Once installed, portray exposes a simple command line utility for generating documentation websites.

To verify the tool is installed correctly, run portray from the command line and you should be given the available commands and the version of portray installed. To get help for any individual subcommand run portray SUBCOMMAND --help:

Serving Documentation Locally

Before you push documentation out publicly, it's a good idea to test it locally and ensure it looks as desired.

Running portray server will generate a new static website for your project in a temporary directory and start a local server to allow you to browse it (at localhost:8000 by default).

Running portray in_browser will do the same as portray server but also open up the generated website in your environments default web browser for you.

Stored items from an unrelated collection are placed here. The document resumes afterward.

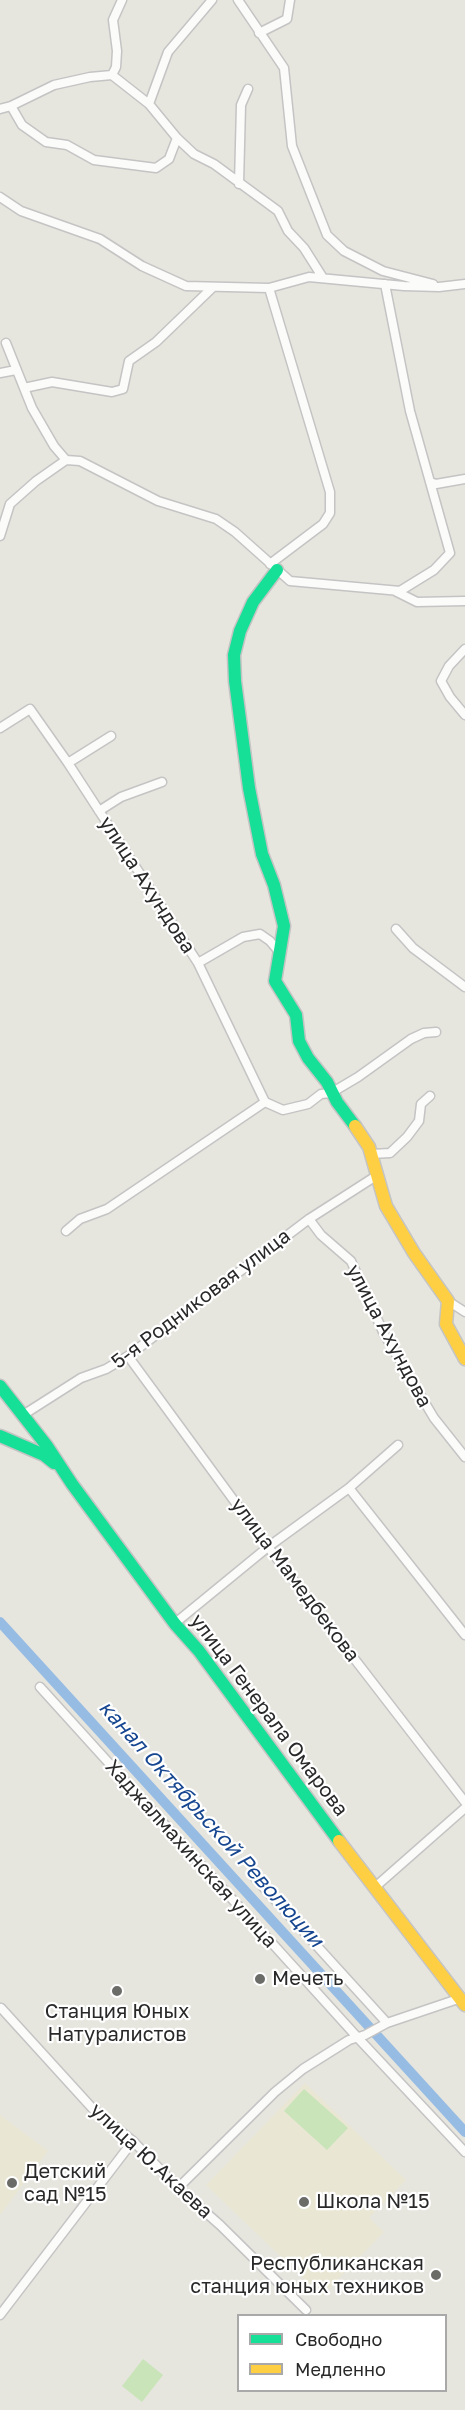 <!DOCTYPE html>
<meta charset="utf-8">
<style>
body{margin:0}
#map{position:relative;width:465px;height:2410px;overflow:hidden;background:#e6e5de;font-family:"Golos Text",sans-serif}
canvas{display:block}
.legend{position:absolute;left:237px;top:2314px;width:210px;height:78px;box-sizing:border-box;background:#fff;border:2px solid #a9a9a9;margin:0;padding:8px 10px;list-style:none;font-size:18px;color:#292929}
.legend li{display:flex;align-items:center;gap:12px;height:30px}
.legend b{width:30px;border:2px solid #a9a9a9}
</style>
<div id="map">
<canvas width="465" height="2410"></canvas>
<ul class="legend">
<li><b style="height:8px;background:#16e098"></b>Свободно</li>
<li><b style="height:8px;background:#ffcf43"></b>Медленно</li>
</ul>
</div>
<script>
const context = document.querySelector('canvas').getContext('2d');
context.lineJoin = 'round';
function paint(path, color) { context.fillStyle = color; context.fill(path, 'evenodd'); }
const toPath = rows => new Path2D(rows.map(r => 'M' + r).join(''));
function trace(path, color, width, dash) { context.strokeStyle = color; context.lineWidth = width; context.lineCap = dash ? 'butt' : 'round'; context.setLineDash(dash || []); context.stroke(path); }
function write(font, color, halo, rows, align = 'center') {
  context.font = font + ' "Golos Text",sans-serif'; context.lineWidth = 4.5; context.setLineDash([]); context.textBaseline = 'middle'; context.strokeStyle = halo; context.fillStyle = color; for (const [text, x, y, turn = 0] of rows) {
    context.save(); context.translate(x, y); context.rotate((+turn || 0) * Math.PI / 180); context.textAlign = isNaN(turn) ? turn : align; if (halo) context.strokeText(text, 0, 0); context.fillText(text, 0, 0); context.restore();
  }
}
paint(toPath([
 [305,2083,406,2180,369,2218,384,2232,322,2296,206,2185],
 [0,2115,48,2151,0,2215]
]), '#e9e7d4');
paint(toPath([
 [304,2089,348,2128,327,2150,284,2111],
 [143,2359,163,2375,142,2402,122,2386]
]), '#c8e4b8');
trace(toPath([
 [0,1622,465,2132]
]), '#97bce4', 10);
const street = toPath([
 [238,0,284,68,292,146,327,235,344,251,383,271,433,284],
 [259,33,287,19,290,0],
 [112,75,149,104,177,138,194,154,214,164,278,211,288,231,304,248,323,278],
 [149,104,168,52,212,0],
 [11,106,22,125,46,142,67,145,94,160,156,168,169,159,177,138],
 [0,109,11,106,54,85,90,77,112,75,116,67,117,51,113,20,122,0],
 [239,184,241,105,248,89],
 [0,197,21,211,100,239,142,266,186,286,269,288,309,277,404,286,439,287,465,284],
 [269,288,330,492,330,513,323,524,270,564],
 [6,343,32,408,54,446,66,460,80,461,158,501,216,519,235,532,290,581,400,591,434,570,450,553,410,411,385,284],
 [0,373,16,370],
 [24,388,52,382,112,392,123,389,129,361,156,342,212,288],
 [430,482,436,484,465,479],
 [0,536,10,504,36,481,66,460],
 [395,591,417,602,465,601],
 [465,649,449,666,441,681,450,697,465,715],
 [0,728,30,709,68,763,198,963,265,1102],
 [68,763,111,736],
 [99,811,121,797,162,782],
 [396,929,413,948,465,987],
 [198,963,243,937,260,934,270,941,280,953],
 [265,1102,283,1110,308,1104,321,1094,331,1093,358,1077,411,1039,424,1033,436,1032],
 [371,1154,390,1153,407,1137,419,1121,421,1104,430,1096],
 [309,1219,321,1235,351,1261,384,1334,434,1418,465,1457],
 [66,1231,80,1219,107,1209,265,1102],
 [448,1301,465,1312],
 [128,1356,268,1547,465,1802],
 [23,1415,81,1378,106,1369,128,1356,309,1219,376,1176],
 [349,1488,465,1635],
 [174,1624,268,1547,349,1488,398,1445],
 [40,1687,358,2038,465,2152],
 [255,1878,387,2023],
 [374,1888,465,1808],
 [1,2008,93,2109,133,2141,178,2188,220,2225,306,2310],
 [178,2188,275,2092,303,2069,349,2040,365,2035,387,2023,458,1999],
 [0,2315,133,2141]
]);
const fast = toPath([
 [277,570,253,602,240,631,234,655,235,681,249,788,262,854,274,885,284,926,275,981,296,1015,299,1041,308,1058,327,1082,337,1102,355,1126],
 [0,1386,47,1446,72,1484,175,1624,199,1651,339,1841],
 [0,1436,44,1455,54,1463]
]);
const slow = toPath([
 [355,1126,369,1147,386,1206,414,1253,448,1301,446,1324,465,1359],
 [339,1841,465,2005]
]);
trace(street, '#c5c4c4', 11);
trace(fast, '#c5c4c4', 15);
trace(slow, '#c5c4c4', 15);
trace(street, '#fbfbfa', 8);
trace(fast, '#16e098', 12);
trace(slow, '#ffcf43', 12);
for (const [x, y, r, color] of [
 [260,1979,6,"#6b6b68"],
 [117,1991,6,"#6b6b68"],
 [12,2183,6,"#6b6b68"],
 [304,2202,6,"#6b6b68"],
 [436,2275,6,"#6b6b68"]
]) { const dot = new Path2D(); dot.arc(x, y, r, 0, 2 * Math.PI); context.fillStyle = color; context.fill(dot); trace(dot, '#fff', 2); }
write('20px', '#292929', '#fff', [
 ["улица Ахундова",147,885,57],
 ["5-я Родниковая улица",201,1299,-37],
 ["улица Ахундова",389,1336,62],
 ["улица Мамедбекова",295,1580,53],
 ["улица Генерала Омарова",269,1715,53],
 ["Хаджалмахинская улица",191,1854,48],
 ["улица Ю.Акаева",151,2161,43]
]);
write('20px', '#292929', '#fff', [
 ["Мечеть",272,1979],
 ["Станция Юных",117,2012,"center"],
 ["Натуралистов",117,2035,"center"],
 ["Детский",24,2172],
 ["сад №15",24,2195],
 ["Школа №15",316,2202],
 ["Республиканская",424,2264,"right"],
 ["станция юных техников",424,2287,"right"]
], 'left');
write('italic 21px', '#16468f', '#fff', [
 ["канал Октябрьской Революции",211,1824,48]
]);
</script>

Both commands take an optional --port and --host argument.

Tip

portray does its best to auto determine package modules in order to generate documentation. It does this by looking at pyproject.toml and your directory name. If it can't auto determine the Python modules used by your project, you can set them manually in your pyproject.toml file:

[tool.portray]
modules = ["portray"]

Or, if you want to avoid configuration files entirely, you can set modules explicitly on the command line using -m (Example: portray server -m portray.) Finally, portray pulls .md files from the root of your project and one dedicated documentation directory (defaulting to docs) by default. You can change the directory where docs are located by setting the tool.portray.docs_dir setting in pyproject.toml.

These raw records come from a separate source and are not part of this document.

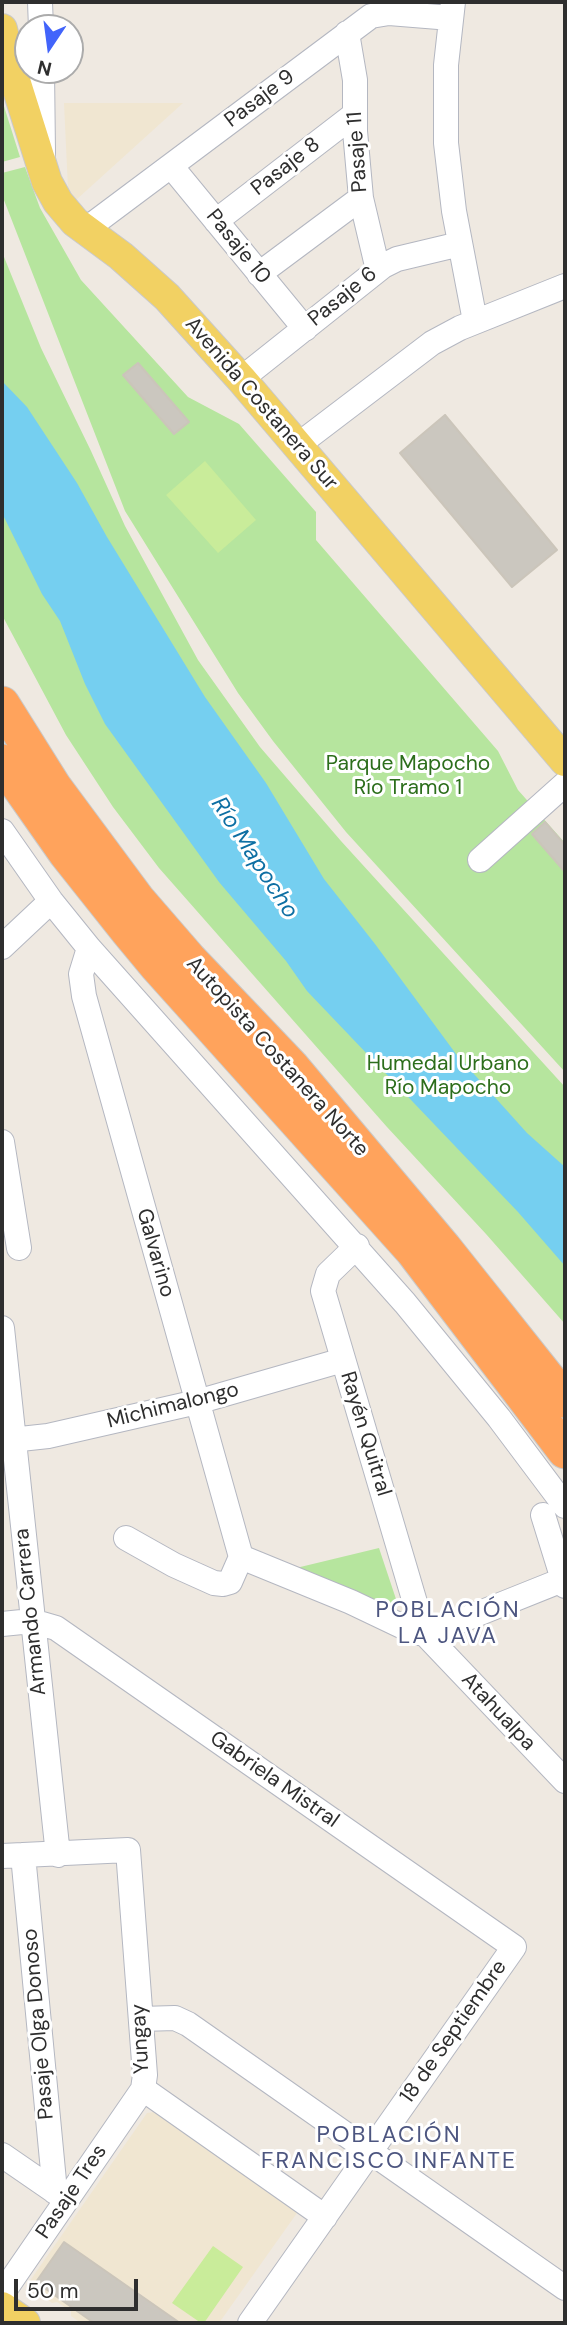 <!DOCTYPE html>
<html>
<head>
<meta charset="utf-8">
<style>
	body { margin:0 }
	#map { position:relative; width:567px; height:2325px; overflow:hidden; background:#efe9e1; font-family:"DM Sans",sans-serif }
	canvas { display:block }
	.frame { position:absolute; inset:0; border:4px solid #2e2e2e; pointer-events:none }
	.north { position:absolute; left:14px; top:14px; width:70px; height:70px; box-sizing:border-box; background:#fff; border:2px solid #ababab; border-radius:50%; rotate:193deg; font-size:19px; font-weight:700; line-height:28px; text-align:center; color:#2e2e2e }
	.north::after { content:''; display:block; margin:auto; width:24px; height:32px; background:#4264fb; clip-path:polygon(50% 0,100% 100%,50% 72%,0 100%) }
	.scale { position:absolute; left:14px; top:2279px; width:124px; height:32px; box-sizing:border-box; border:4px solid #2e2e2e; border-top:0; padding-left:9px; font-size:21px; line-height:24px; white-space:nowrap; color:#2e2e2e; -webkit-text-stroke:5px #fff; paint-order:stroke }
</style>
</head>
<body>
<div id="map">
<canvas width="567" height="2325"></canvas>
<div class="frame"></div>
<div class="north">N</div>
<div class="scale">50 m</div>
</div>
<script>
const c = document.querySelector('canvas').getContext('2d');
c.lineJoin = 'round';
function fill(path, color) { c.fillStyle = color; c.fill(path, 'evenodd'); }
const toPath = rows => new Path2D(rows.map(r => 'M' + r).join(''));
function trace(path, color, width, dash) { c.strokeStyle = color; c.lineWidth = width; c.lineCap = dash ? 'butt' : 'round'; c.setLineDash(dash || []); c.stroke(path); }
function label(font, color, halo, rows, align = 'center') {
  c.font = font + ' "DM Sans",sans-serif'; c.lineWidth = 6; c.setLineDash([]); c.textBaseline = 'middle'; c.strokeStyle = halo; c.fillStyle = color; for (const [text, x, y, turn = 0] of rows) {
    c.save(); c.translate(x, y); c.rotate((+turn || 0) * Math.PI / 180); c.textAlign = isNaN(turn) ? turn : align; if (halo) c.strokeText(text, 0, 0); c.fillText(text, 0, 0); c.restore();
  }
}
const education = toPath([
	[64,103,183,103,76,200,68,189],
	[154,2112,297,2213,219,2323,81,2323,71,2316,71,2311,57,2302,52,2303,27,2285,147,2113]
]);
const green = toPath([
	[2,100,20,157,2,162],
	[25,167,40,208,81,280,188,397,239,424,316,512,316,540,498,751,518,790,565,843,565,1072,346,832,273,741,238,693,125,511,2,195,2,173],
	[2,252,41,348,91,451,125,526,198,660,260,747,341,841,565,1087,565,1324,486,1234,387,1127,159,868,113,807,66,735,2,615],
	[379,1548,396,1599,397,1608,394,1616,292,1569]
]);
const pitch = toPath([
	[205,461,256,520,218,553,166,495],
	[213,2246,243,2267,204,2323,201,2323,172,2303]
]);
const water = toPath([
	[2,381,27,407,77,483,107,537,205,697,266,783,324,879,375,944,456,1054,527,1133,565,1167,565,1266,518,1212,307,991,286,961,219,882,105,724,85,684,60,621,42,594,2,513]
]);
const building = toPath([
	[138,363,189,422,174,434,123,375,138,363],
	[445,415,557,550,512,587,400,453,445,415],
	[545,822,565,845,565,872,532,834,545,822],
	[64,2242,180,2323,94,2323,36,2282,64,2242]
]);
const minor = toPath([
	[40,2,41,28],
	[453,2,446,65,446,143,454,211,475,321],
	[347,33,355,80,355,131,361,198,378,270],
	[42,70,43,153],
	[171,166,305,329],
	[216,221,355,114],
	[85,230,371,16,389,13,451,18],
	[259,274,361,198],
	[241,379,383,266,397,259,460,244],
	[298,445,432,343,460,328,565,286],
	[2,831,51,901,89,948,405,1303,499,1418,565,1506],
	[480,860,565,784],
	[2,947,51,901],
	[89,948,81,974,84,996,241,1557],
	[2,1142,19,1248],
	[357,1246,328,1274,323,1291,424,1633,565,1781],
	[2,1328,58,1855],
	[2,1441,48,1436,197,1402,343,1360],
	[543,1515,565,1586],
	[126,1538,174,1565,214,1583,223,1584,230,1582,241,1557],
	[241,1557,351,1602,416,1633,435,1631,565,1579],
	[2,1624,32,1621,56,1628,514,1947,250,2323],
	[23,1855,55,2192],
	[2,1856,128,1850,145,2075,143,2089,2,2294],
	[141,2019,175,2018,188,2024,565,2288],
	[143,2089,325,2217],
	[2,2155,63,2197]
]);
const major = toPath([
	[2,29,12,71,47,182,58,202,75,222,121,256,167,297,241,379,565,761],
	[2,2307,25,2323]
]);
const highway = toPath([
	[2,704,54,787,137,899,189,959,291,1066,444,1248,565,1400],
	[2,762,66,853,128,931,157,966,413,1251,565,1451]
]);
const streetNames = [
	["Pasaje 9",260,99,-37],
	["Pasaje 11",358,152,-94],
	["Pasaje 8",286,167,-38],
	["Pasaje 10",238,247,51],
	["Pasaje 6",343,297,-39],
	["Avenida Costanera Sur",261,404,49],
	["Autopista Costanera Norte",277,1057,48],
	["Galvarino",155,1253,74],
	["Michimalongo",173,1406,-14],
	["Rayén Quitral",365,1434,73],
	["Armando Carrera",31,1612,-96],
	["Atahualpa",498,1712,47],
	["Gabriela Mistral",274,1780,35],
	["Pasaje Olga Donoso",39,2024,-95],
	["18 de Septiembre",454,2032,-55],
	["Yungay",141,2039,-93],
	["Pasaje Tres",72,2192,-56]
];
const parkNames = [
	["Parque Mapocho",408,764],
	["Río Tramo 1",408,788],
	["Humedal Urbano",448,1064],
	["Río Mapocho",448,1088]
];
const waterNames = [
	["Río Mapocho",254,858,57]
];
const neighbourhoodNames = [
	["POBLACIÓN",448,1611],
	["LA JAVA",448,1637],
	["POBLACIÓN",389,2136],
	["FRANCISCO INFANTE",389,2162]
];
fill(education, '#f0e6d1');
fill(green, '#b6e59e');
fill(pitch, '#c9ec9a');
fill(water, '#75cff0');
fill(building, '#cbc7bf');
trace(building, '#cbc5ba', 2);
trace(minor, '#b4b7c1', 26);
trace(major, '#c9c9c9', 32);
trace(highway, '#c9c9c9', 37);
trace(minor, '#fff', 24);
trace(major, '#f2d163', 30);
trace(highway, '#ffa35c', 35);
label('21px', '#2e2e2e', '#fff', streetNames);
label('21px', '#2c6e1b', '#fff', parkNames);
label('italic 23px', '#0d6fa3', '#fff', waterNames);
c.letterSpacing = '2px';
label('23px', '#4d5680', '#fff', neighbourhoodNames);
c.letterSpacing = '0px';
</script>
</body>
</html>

Outputting Documentation Locally

You can also output portray's generated documentation to a local directory. To do so run portray as_html:

By default the generated documentation is outputted into a site subdirectory. If this directory exists for any reason, including previous documentation generation, the command will fail. Passing in --overwrite will delete any existing directory before output to ensure the command passes. You can change the output directory using -o DIRECTORY.

Pushing Documentation to GitHub Pages

If you are using GitHub Pages to share your generated documentation you can use portray on_github_pages to automate the process:

Verifying Project Configuration

You can verify the configuration auto determined by portray using portray project_configuration in the root of your project:

If anything seems incorrect, or you would want to modify any values, you can override any config option by setting it in the [tool.portray] section of your pyproject.toml file.